Stored data:
= = =

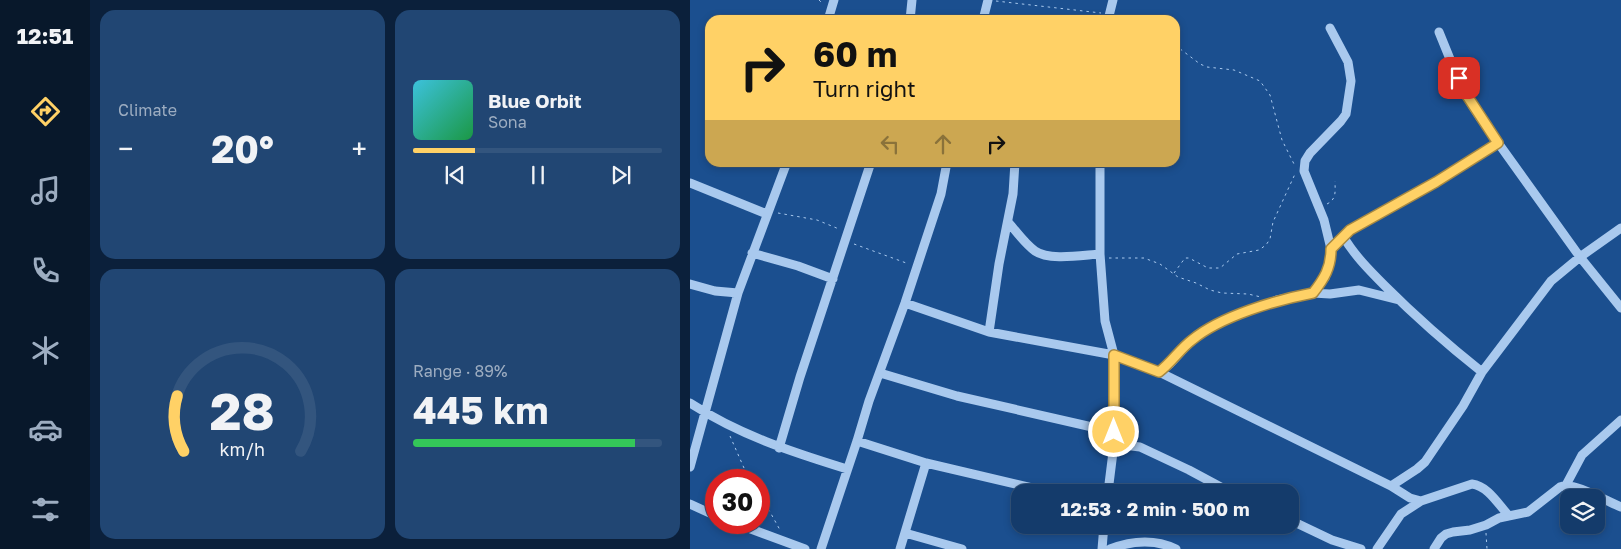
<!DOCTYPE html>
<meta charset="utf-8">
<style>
:root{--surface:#143b6b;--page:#214673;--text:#f1f3f6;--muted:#9dadc1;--line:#33557e;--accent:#ffd166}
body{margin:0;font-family:"Golos Text",sans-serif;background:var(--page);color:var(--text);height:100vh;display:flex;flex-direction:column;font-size:19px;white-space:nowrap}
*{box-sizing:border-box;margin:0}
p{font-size:16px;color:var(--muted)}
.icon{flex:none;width:28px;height:28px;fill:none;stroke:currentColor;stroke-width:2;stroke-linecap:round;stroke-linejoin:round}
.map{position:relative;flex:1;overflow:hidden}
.details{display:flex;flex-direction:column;gap:10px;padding:10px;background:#0b203b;width:600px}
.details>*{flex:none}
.hud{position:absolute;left:15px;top:15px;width:475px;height:152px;border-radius:15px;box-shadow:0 2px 8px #0003,0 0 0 1px var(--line);background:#ffd166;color:#111;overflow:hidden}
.buttons{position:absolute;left:870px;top:489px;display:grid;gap:10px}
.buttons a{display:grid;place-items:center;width:45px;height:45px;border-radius:10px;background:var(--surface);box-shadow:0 2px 8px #0003,0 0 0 1px var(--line);font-size:25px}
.speed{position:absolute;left:15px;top:469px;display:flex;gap:10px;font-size:25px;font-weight:700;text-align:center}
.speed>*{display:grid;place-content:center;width:65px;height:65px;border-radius:50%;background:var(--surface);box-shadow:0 2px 8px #0003,0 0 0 1px var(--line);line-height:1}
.speed .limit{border:8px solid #d22;background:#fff;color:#111}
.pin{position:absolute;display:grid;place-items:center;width:42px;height:42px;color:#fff;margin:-21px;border-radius:10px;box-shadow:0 2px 8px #0006}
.me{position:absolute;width:55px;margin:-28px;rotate:0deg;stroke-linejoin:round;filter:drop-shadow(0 0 4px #0008)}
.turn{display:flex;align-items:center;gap:18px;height:105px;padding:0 25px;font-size:22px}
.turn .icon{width:65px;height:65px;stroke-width:2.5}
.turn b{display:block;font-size:35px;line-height:42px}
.lanes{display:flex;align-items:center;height:48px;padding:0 25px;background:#0003;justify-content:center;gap:25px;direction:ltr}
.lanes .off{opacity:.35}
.big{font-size:38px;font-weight:700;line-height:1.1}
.details .widget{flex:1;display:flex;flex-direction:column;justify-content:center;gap:8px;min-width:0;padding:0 18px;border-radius:15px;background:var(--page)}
.details .dial{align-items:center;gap:0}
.dial svg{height:130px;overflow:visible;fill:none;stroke:var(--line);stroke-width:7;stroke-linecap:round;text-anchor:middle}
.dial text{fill:var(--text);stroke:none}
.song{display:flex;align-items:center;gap:15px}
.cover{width:60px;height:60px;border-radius:8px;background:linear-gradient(135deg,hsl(190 70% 55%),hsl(140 70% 35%))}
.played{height:5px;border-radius:2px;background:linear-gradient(90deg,var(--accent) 25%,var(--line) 25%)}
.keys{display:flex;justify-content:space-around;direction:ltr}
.heat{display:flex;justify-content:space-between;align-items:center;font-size:28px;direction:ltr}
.charge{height:8px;border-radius:4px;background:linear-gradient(90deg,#34c759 89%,var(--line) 0)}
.details .tiles{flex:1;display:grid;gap:10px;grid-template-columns:repeat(2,1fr)}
.trip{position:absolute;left:321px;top:484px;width:288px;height:50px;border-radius:15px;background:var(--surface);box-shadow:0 2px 8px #0003,0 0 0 1px var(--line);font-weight:700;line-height:50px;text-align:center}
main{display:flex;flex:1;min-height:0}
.tab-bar{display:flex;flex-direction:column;width:90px;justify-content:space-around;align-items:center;background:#08182b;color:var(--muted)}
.tab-bar .icon{width:35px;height:35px}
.tab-bar .on{color:var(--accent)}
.tab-bar b{font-size:22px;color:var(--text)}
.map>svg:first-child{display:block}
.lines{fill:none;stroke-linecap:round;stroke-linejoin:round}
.path{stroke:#a9c9ee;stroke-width:1;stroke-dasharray:2.5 4;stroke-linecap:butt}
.minor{stroke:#a9c9ee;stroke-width:9}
.route-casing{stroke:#a68842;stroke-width:12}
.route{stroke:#ffd166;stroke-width:9}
</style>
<main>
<nav class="tab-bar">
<b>12:51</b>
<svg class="icon on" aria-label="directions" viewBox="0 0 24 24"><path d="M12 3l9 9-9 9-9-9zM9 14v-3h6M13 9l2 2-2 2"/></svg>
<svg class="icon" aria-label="music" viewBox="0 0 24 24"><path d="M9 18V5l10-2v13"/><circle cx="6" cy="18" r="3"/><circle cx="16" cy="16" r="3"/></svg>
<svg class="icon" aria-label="phone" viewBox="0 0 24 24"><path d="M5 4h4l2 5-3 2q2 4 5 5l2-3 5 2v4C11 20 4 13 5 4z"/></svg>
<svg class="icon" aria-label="climate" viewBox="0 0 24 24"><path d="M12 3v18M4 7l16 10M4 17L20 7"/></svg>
<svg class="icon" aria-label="car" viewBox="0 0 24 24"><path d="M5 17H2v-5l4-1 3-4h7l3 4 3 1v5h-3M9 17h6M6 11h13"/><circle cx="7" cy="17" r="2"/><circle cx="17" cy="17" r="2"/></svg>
<svg class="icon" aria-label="filters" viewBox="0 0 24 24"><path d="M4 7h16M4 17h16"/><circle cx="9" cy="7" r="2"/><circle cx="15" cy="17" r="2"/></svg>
</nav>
<section class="details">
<div class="tiles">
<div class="widget"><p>Climate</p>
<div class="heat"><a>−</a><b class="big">20°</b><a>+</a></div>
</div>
<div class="widget">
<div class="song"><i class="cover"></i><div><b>Blue Orbit</b><p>Sona</p></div></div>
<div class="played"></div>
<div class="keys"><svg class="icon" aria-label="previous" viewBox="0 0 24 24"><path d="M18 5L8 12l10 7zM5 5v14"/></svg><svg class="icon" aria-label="pause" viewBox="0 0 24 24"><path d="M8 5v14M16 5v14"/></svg><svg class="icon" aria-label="next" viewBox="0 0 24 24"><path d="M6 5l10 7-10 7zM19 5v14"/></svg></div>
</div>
<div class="widget dial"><svg viewBox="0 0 100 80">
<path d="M14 69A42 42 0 1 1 86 69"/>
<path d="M14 69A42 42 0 0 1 10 35" stroke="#ffd166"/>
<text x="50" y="56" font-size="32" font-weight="700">28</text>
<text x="50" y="72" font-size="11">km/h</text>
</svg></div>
<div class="widget"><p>Range · 89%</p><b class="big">445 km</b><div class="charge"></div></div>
</div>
</section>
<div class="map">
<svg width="931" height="549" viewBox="0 0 931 549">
<rect width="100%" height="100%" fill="#1b4f8f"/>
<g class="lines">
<path class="path" d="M129,0L133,4
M306,1L411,13
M428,16L441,20
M485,45L510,64L517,67L544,70L570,81L580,95L592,140L605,166
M637,204C647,199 645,191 645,181
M88,213L127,220L149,229
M164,244L219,264
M419,258H454L470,264L488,277L506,283L520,290L532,293L558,294L571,297
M484,273L495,258H499L518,268H530L547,254L569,250L576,245L580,239L583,222L605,174
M40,436L54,468L62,480
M69,492L90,530
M796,533L797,549"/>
<path class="minor" d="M138,20L144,0
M220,20L222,0
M293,20L298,0
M418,20L423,0
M749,32L773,91L791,119L890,257L931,308
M410,162V254L415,321L424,355V444L418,492
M0,183L77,214
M318,222C326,231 335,244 345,251C359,261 393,255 410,254
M653,236C664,255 680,271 695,286C726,317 758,345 792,372
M641,249L659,230L746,182L808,143
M62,253L108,266L143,279
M0,284L25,291L48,293
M623,293L635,278L638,270L641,259V249L634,220L614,171L615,161L620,153L651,121L656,114L661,81L658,62L640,28
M215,303L299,332L424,355L469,372L701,486L720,498L731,501L782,484C798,486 808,504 819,516
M299,332L309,264L323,194L325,162
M469,372L480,364L501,341L513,332L536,320L587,300L623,293L640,294L669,290L709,300
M190,373L267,396L424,432
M0,403C49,435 102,452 157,469
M167,441L236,463L359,492
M424,444L450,447L499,470L540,492
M89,448L110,377L181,162
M0,467L48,293L97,162
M876,485L892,455L931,420
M701,486L727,469L735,462L773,406L792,372L861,281L890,257L931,228
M0,504L26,516
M600,520L642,540L671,549
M42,522L115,549
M215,533L272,549
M131,549L167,441L179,401L215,303L251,194L257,162
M210,549L236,463
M412,549L414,525
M420,549C441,541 465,539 486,549
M687,549L711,514L731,501
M744,549L751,538L756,534L763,532L780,530L796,525L809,518L838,512L870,487C884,481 916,501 931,507"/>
</g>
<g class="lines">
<defs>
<path id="route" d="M424,432V355L469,372C482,362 490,349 502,340C531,316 586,300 623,293C634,279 641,268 641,249L660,230L746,182L808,143L774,91L769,78"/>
</defs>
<use href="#route" class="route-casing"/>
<use href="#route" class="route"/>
</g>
</svg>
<div class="buttons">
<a><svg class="icon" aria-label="layers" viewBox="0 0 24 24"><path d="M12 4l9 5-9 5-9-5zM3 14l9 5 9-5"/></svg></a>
</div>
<div class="speed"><div class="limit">30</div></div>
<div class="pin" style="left:769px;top:78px;background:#d93025"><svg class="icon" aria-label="arrive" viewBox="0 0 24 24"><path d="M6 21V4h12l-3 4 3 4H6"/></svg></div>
<svg class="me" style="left:424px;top:432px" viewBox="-20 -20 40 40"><circle r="17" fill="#ffd166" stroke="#fff" stroke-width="3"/><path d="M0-11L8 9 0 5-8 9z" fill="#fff"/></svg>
<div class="trip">12:53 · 2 min · 500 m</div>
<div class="hud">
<div class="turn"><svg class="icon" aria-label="right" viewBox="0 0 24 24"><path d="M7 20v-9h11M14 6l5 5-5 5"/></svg><div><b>60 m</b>Turn right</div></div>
<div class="lanes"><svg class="icon off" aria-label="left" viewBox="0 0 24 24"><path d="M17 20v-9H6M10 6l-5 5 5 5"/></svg><svg class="icon off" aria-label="ahead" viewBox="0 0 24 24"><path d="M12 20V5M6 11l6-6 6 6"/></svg><svg class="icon" aria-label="right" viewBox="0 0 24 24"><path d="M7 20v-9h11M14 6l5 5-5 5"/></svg></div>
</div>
</div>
</main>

= = =

*Action item*.
Retype the records above, but only those lines that fall between the line containing "4h4l2 5-3 2q2" and the line containing "M69,492L90,530", with both of those lines included, exactly as written.

*Solution for this task*.
<svg class="icon" aria-label="phone" viewBox="0 0 24 24"><path d="M5 4h4l2 5-3 2q2 4 5 5l2-3 5 2v4C11 20 4 13 5 4z"/></svg>
<svg class="icon" aria-label="climate" viewBox="0 0 24 24"><path d="M12 3v18M4 7l16 10M4 17L20 7"/></svg>
<svg class="icon" aria-label="car" viewBox="0 0 24 24"><path d="M5 17H2v-5l4-1 3-4h7l3 4 3 1v5h-3M9 17h6M6 11h13"/><circle cx="7" cy="17" r="2"/><circle cx="17" cy="17" r="2"/></svg>
<svg class="icon" aria-label="filters" viewBox="0 0 24 24"><path d="M4 7h16M4 17h16"/><circle cx="9" cy="7" r="2"/><circle cx="15" cy="17" r="2"/></svg>
</nav>
<section class="details">
<div class="tiles">
<div class="widget"><p>Climate</p>
<div class="heat"><a>−</a><b class="big">20°</b><a>+</a></div>
</div>
<div class="widget">
<div class="song"><i class="cover"></i><div><b>Blue Orbit</b><p>Sona</p></div></div>
<div class="played"></div>
<div class="keys"><svg class="icon" aria-label="previous" viewBox="0 0 24 24"><path d="M18 5L8 12l10 7zM5 5v14"/></svg><svg class="icon" aria-label="pause" viewBox="0 0 24 24"><path d="M8 5v14M16 5v14"/></svg><svg class="icon" aria-label="next" viewBox="0 0 24 24"><path d="M6 5l10 7-10 7zM19 5v14"/></svg></div>
</div>
<div class="widget dial"><svg viewBox="0 0 100 80">
<path d="M14 69A42 42 0 1 1 86 69"/>
<path d="M14 69A42 42 0 0 1 10 35" stroke="#ffd166"/>
<text x="50" y="56" font-size="32" font-weight="700">28</text>
<text x="50" y="72" font-size="11">km/h</text>
</svg></div>
<div class="widget"><p>Range · 89%</p><b class="big">445 km</b><div class="charge"></div></div>
</div>
</section>
<div class="map">
<svg width="931" height="549" viewBox="0 0 931 549">
<rect width="100%" height="100%" fill="#1b4f8f"/>
<g class="lines">
<path class="path" d="M129,0L133,4
M306,1L411,13
M428,16L441,20
M485,45L510,64L517,67L544,70L570,81L580,95L592,140L605,166
M637,204C647,199 645,191 645,181
M88,213L127,220L149,229
M164,244L219,264
M419,258H454L470,264L488,277L506,283L520,290L532,293L558,294L571,297
M484,273L495,258H499L518,268H530L547,254L569,250L576,245L580,239L583,222L605,174
M40,436L54,468L62,480
M69,492L90,530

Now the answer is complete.